Whole foods are chewy

Whole foods are chewy and so are shunned by society.

No doubt about it, whole foods are chewy; and we humans do not like it. And we pay an awful price for our refusal to make the time to masticate fibrous vegetables and fruits methodically and thoroughly. I don’t really have an answer to this, but can tell you that like our tastebuds, lips and tongues can be retrained. I know, because I have done it successfully.

Fava beans with cream and thyme.

Take the pulp out of orange juice and you lose more than half of the vitamins and minerals, and may get a mild dose of scurvy to boot; feeling tired or depressed? Remove the bran from wheat and you have extracted the lignans that help prevent breast tumours.

The discovery of the first vitamin, named B1, thiamine, came from a very observant doctor who noted that the chickens of the wealthy who could afford white rice also suffered from a terminal disease called beri-beri.

One could go on at length. South Africans are obese because of our love of cake flour, and sugar too; over a quarter of our children are permanently stunted because the chief grain eaten is super refined mealie-meal.

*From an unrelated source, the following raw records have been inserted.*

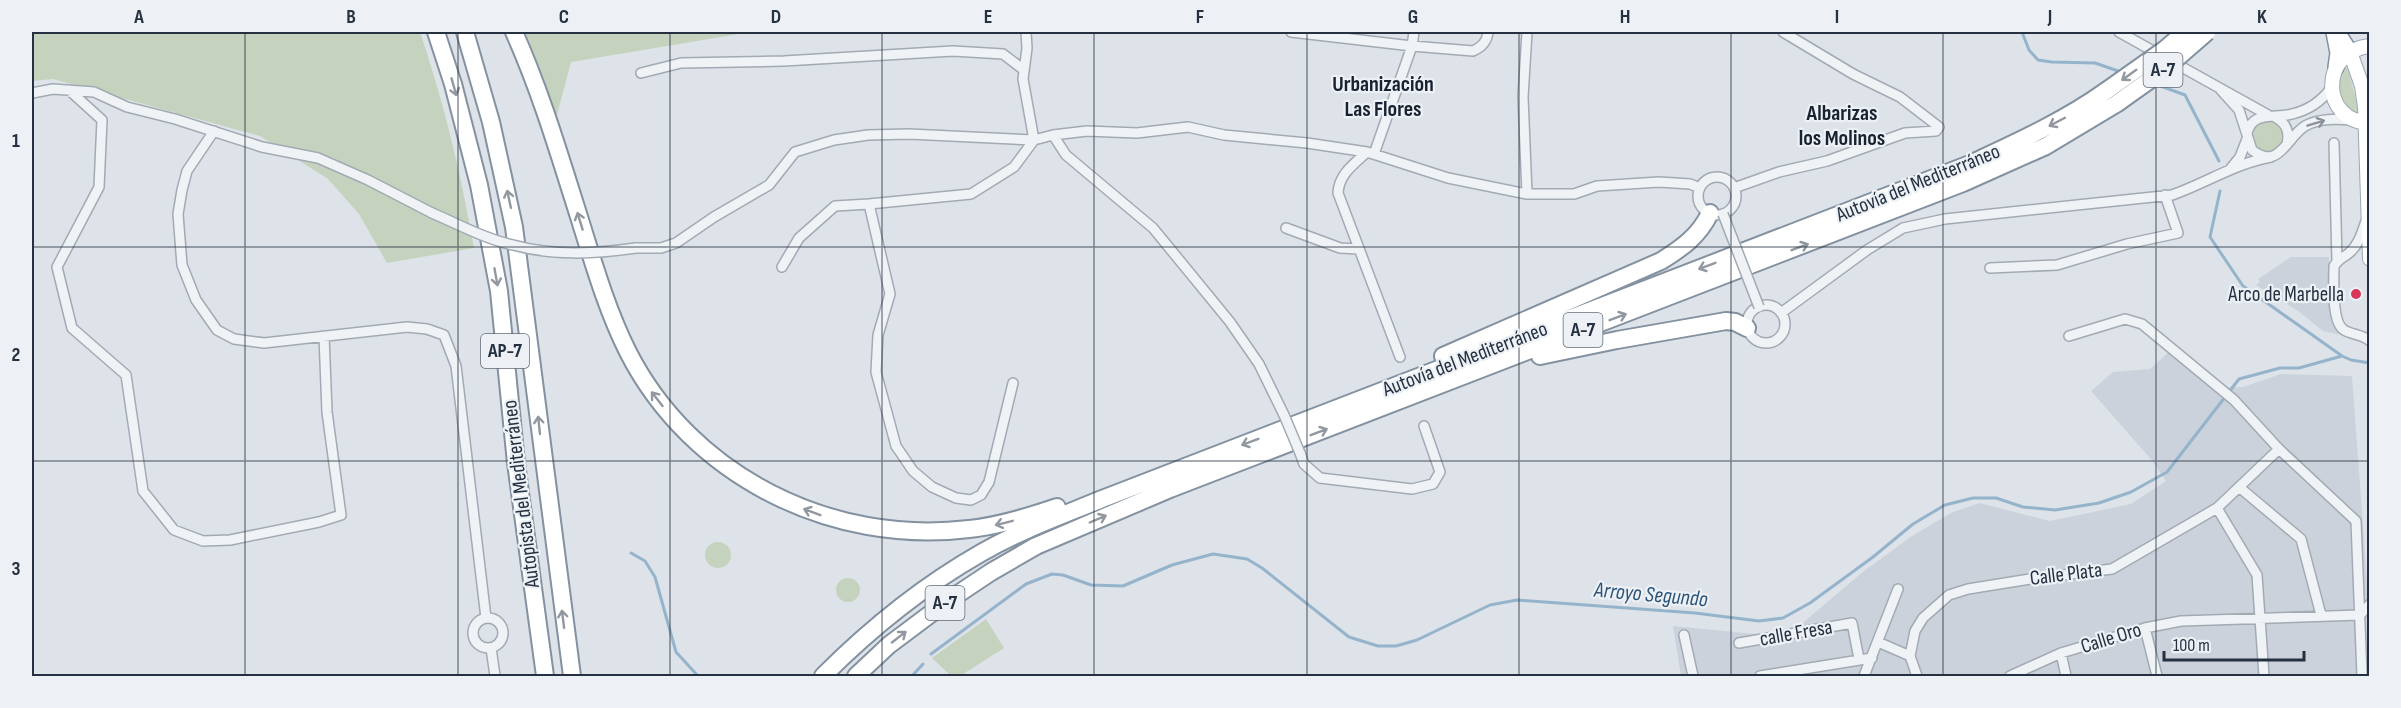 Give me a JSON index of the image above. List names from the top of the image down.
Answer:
{
  "streets": {
    "highway": [
      "A-7",
      "Autovía del Mediterráneo",
      "AP-7",
      "Autopista del Mediterráneo"
    ],
    "street": ["Calle Plata", "calle Fresa", "Calle Oro"]
  },
  "districts": ["Urbanización Las Flores", "Albarizas los Molinos"],
  "water": ["Arroyo Segundo"],
  "places": ["Arco de Marbella"],
  "scale_bar": "100 m",
  "grid": {
    "columns": [
      "A",
      "B",
      "C",
      "D",
      "E",
      "F",
      "G",
      "H",
      "I",
      "J",
      "K"
    ],
    "rows": ["1", "2", "3"]
  }
}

Too little protein is a problem too, very often, of course.

And my own particular problem; serious constipation. I remember from childhood being given awful enemas because days would pass with no stool, and then it became impacted and very painful. Eventually I worked it out that the solution is fibre; lots of it. But that means chewy foods, and initially I fought against it.

Fibre is that part of plant food that we cannot digest but it has a vital function to play in the colon. It gives the stool bulk and makes going to the toilet a two-minute affair, regular as clockwork. But you do have to chew; it takes time which is probably the underlying problem. We humans love to eat on the run; or feel we have to.

There’s no time to be had for chewing our food.

The second important function of fibre is that it supplies what is known as a prebiotic. We cannot digest it, but the teeming billions of the microflora that inhabit our intestines wait eagerly for it to arrive; they can and do break it down, producing in the process a huge number of very important substances like short-chain fatty acids.

They are the main source of energy for the cells lining the colon, but also have a huge role to play in preventing diabetes, heart conditions and inflammatory-diseases.

Eventually the penny dropped. I either had to spend more time chewing and embracing whole foods without irritation and impatience, or spending many more hours sitting on the loo and consulting doctors. And taking medication for cholesterol and angry, inflamed organs, and perhaps even insulin. I am already prediabetic because of the early years when I was indifferent to what I ate.

Broad beans open pods.

The current issue is our broad beans, also known as favas. Humans by and large avoid them because they have a lot of fibre, and are certainly chewy when they get older. But they also have the largest percentage of plant protein of all legumes, and are the only readily available natural source of L-dopa, an extremely important chemical for the brain.

Learn more about what's potting in our winter garden.

That fava beans with cream and thyme in the graphic at the top is just wonderful.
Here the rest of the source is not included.